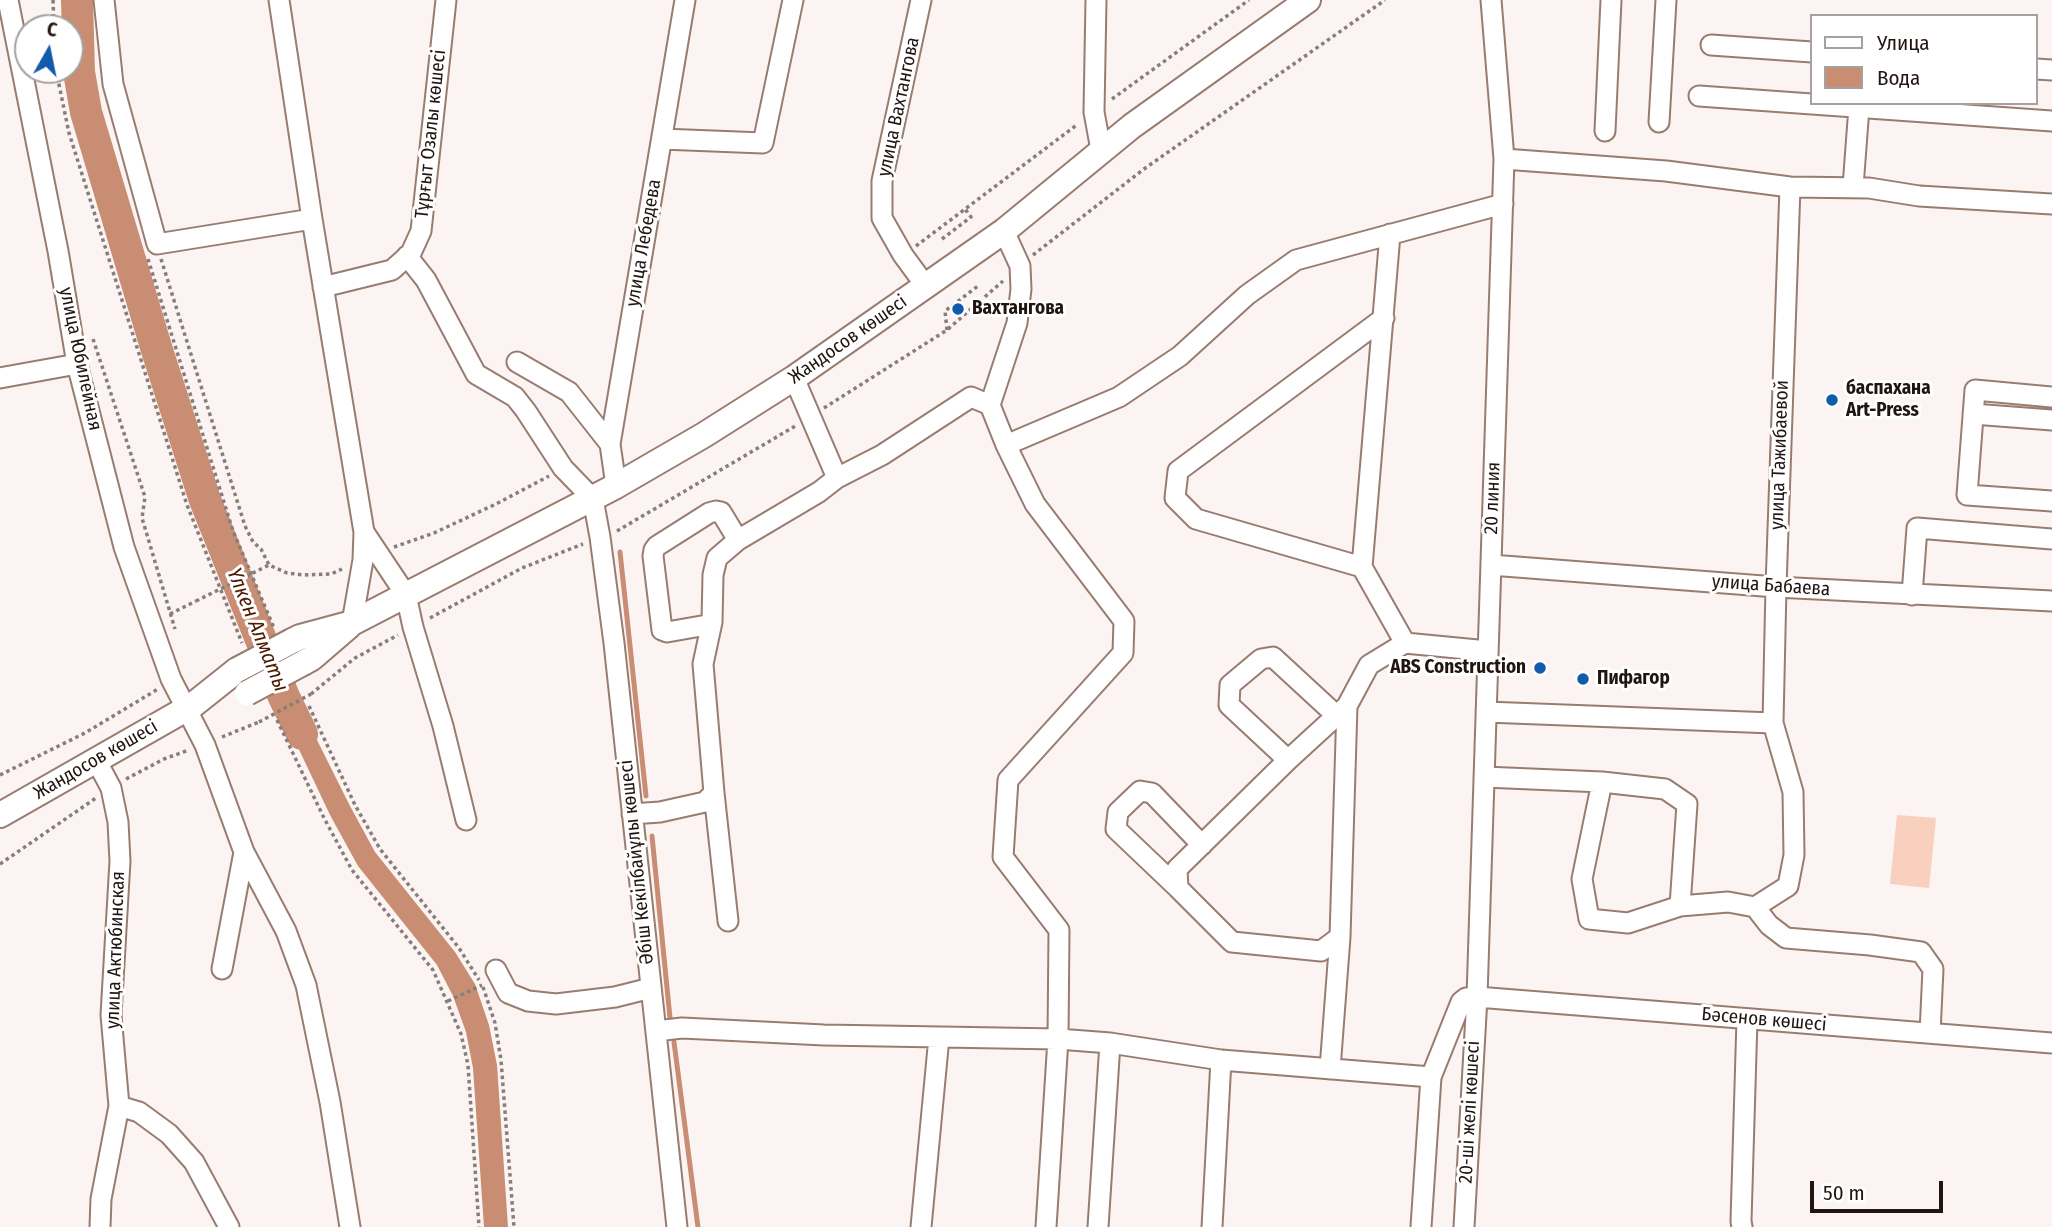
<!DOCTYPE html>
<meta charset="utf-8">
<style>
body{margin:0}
#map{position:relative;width:2052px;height:1227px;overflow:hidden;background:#fbf4f2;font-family:"Fira Sans Condensed",sans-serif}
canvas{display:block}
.legend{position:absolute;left:1810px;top:14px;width:228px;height:91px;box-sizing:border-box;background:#fff;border:2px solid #a6a19f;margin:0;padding:9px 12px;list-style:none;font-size:21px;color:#201510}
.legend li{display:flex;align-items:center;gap:14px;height:35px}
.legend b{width:35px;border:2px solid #a6a19f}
.north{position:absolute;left:14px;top:14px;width:70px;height:70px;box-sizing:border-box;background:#fff;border:2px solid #a6a19f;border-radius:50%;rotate:9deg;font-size:19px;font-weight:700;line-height:28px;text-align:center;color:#201510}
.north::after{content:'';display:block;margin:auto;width:24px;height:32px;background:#125baa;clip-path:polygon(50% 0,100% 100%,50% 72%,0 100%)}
.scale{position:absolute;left:1810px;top:1181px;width:133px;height:32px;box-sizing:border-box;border:4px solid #201510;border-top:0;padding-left:9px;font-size:21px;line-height:24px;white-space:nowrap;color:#201510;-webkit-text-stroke:5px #fff;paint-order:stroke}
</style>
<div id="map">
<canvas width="2052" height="1227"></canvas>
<ul class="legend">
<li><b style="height:9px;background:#fff"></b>Улица</li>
<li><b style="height:19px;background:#c88d73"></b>Вода</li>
</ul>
<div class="north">С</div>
<div class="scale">50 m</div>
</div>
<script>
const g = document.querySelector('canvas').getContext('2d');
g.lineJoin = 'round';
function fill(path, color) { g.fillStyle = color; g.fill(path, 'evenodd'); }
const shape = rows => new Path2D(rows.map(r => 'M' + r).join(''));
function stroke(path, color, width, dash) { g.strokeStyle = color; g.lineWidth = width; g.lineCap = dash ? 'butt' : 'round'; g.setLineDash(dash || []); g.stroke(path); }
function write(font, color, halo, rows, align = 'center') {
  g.font = font + ' "Fira Sans Condensed",sans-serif'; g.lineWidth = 6; g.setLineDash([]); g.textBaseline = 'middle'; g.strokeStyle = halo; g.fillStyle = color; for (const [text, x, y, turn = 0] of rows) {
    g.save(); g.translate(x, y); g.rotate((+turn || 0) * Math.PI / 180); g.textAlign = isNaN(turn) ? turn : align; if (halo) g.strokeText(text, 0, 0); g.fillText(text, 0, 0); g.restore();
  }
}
const green = shape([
 [1897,815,1936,818,1929,888,1890,884]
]);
const water = shape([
 [293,692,350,806,375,852,455,952,475,984,489,1025,497,1065,508,1227,484,1227,473,1068,466,1032,453,996,437,965,358,866,330,815,276,701]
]);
const stream = shape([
 [620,552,646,796],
 [652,836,670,1018],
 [674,1042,698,1227]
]);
const river = shape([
 [77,0,79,72,86,112,156,347,205,500,284,697,302,734]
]);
const path = shape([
 [53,0,54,28],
 [56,70,69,133,187,505,242,643],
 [1112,99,1249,0],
 [942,239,971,217,965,209],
 [916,246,1078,124],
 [1033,255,1144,169,1385,0],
 [148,259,233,531,274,628],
 [161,259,245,526,253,542,261,549,269,565,287,573,304,575,331,574,342,569],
 [947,330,945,311,978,286],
 [93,339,145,497,142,518,175,629],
 [824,408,947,330,1003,281],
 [617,531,797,425],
 [394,547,434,533,496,504,549,476],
 [170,614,196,601],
 [430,618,522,568,583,544],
 [311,694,355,658,398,635],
 [309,706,355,805,380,849,459,948,479,980],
 [277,720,324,818,352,870,433,970,461,1034,468,1065,479,1227],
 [222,737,259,722],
 [0,775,85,733,158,689],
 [126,779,164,759,189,750],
 [0,864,96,798],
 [483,987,495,1023,501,1060,514,1227],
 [448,1001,482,985]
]);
const minor = shape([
 [8,0,58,251,77,364,124,547,171,679,205,745,244,852,286,931,306,985,330,1102,350,1227],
 [104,0,113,84,157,244,312,219],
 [279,0,312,219,364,532,363,560,352,623],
 [921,0,882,181,882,218,903,255,925,285],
 [1096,0,1094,112,1101,150],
 [1711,45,1812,52],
 [2036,69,2052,70],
 [1699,96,2052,121],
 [1659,122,1666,0],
 [1605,131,1611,0],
 [662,139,763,143,793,0],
 [1504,159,1666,171,1790,187,1869,188,1919,196,2052,204],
 [1853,187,1859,107],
 [407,256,426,280,476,374,515,397,526,411,563,468,593,499,600,537,614,643,677,1227],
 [323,287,392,270,411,253,421,231,446,0],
 [517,362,569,392,610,444],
 [0,378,77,364],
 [2052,397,1975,390,1967,495,2052,501],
 [990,405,1017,323,1021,289,1020,266,1004,231],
 [1973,414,2052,420],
 [1006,445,1119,397,1180,356,1247,295,1296,260,1503,204],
 [837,478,882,455,971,397,990,405,1006,445,1035,504,1124,621,1123,653,1008,780,1003,857,1059,930,1058,1039,1046,1227],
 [616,486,610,444,685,0],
 [364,532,406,595,413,627,443,726,466,820],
 [738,540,721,512,716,511,709,513,657,546,654,550,653,556,662,630,667,632,707,625,712,622,713,575,717,558,738,540,819,492,837,478,794,378],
 [1491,565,1776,587,2052,601],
 [1362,567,1390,234],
 [1912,595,1917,528,2052,539],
 [1405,643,1488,651],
 [1347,706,1288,760,1177,869,1178,888,1232,942,1321,951,1340,937,1347,706,1369,665,1405,643,1362,567,1196,519,1175,498,1178,471,1384,318],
 [1486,712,1773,723],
 [96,760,111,788,118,822,120,861,111,1015,119,1106,101,1199,100,1227],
 [1288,760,1229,705,1230,685,1261,659,1273,657,1337,716],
 [1484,777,1602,782,1665,789,1687,804,1680,906,1728,902,1755,907,1769,925,1786,938,1870,945,1921,952,1933,969,1930,1033],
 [1602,782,1582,879,1589,919,1628,923,1680,906],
 [714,793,728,921],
 [632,814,660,812,705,802,714,793,703,664,712,622],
 [1178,888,1116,829,1118,812,1140,791,1152,793,1202,845],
 [1755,907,1788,886,1794,855,1793,792,1773,723,1776,587,1790,187],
 [222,969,244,852],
 [496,970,508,993,528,1001,556,1004,615,997,651,988],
 [656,1031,682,1028,824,1035,1058,1039,1110,1043,1221,1060,1431,1077,1421,1227],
 [1330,1069,1340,937],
 [1431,1077,1461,1002,1466,998,1477,997,2052,1043],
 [119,1106,139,1112,169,1134,194,1162,229,1227],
 [921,1227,939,1037],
 [1098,1227,1110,1043],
 [1212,1227,1221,1060],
 [1464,1227,1477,997,1504,159,1491,0],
 [1742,1227,1741,1221,1747,1019]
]);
const major = shape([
 [292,641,300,637,352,623,616,486,704,435,794,378,1004,231,1132,126,1308,0],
 [303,663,312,658,348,627],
 [0,815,193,705,237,670]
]);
const pathBridge = shape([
 [196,601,269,565],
 [259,722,311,694]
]);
const majorBridge = shape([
 [237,670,292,641],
 [247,693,303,663]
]);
const markers = [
 [958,309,7,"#125baa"],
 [1832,400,7,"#125baa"],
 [1540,668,7,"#125baa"],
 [1583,679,7,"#125baa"]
];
const streetNames = [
 ["улица Вахтангова",899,107,-78],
 ["Тұрғыт Озалы көшесі",431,134,-84],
 ["улица Лебедева",644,243,-80],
 ["Жандосов көшесі",848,340,-35],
 ["улица Юбилейная",80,359,78],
 ["улица Тажибаевой",1780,455,-88],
 ["20 линия",1493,498,-88],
 ["улица Бабаева",1771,586,4],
 ["Жандосов көшесі",96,760,-30],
 ["Әбіш Кекілбайұлы көшесі",637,862,-96],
 ["улица Актюбинская",116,950,-88],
 ["Бәсенов көшесі",1764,1020,5],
 ["20-ші желі көшесі",1470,1112,-87]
];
const poiNames = [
 ["Вахтангова",972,309],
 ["баспахана",1846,389],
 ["Art-Press",1846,411],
 ["ABS Construction",1526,668,"right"],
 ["Пифагор",1597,679]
];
const waterNames = [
 ["Үлкен Алматы",257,630,68]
];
fill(green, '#f9cfbd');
fill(water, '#c88d73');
stroke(stream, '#c88d73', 5);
stroke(river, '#c88d73', 32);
stroke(minor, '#997c70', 23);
stroke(major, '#997c70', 28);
stroke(path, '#877e7a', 3.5, [3.5, 3.5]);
stroke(minor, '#fff', 19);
stroke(major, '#fff', 24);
stroke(majorBridge, '#997c70', 28, []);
stroke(pathBridge, '#877e7a', 3.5, [3.5, 3.5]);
stroke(majorBridge, '#fff', 24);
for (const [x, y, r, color] of markers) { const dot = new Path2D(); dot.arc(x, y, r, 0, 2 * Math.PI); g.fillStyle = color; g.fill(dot); stroke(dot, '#fff', 2.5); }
write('19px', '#201510', '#fff', streetNames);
write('bold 19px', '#201510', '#fff', poiNames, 'left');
write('italic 21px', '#4f1900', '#fff', waterNames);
</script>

---

- [Aim of the task]:
Report the number of lines in the records above that include "function", leaving out any other words.

- [Response box]:
3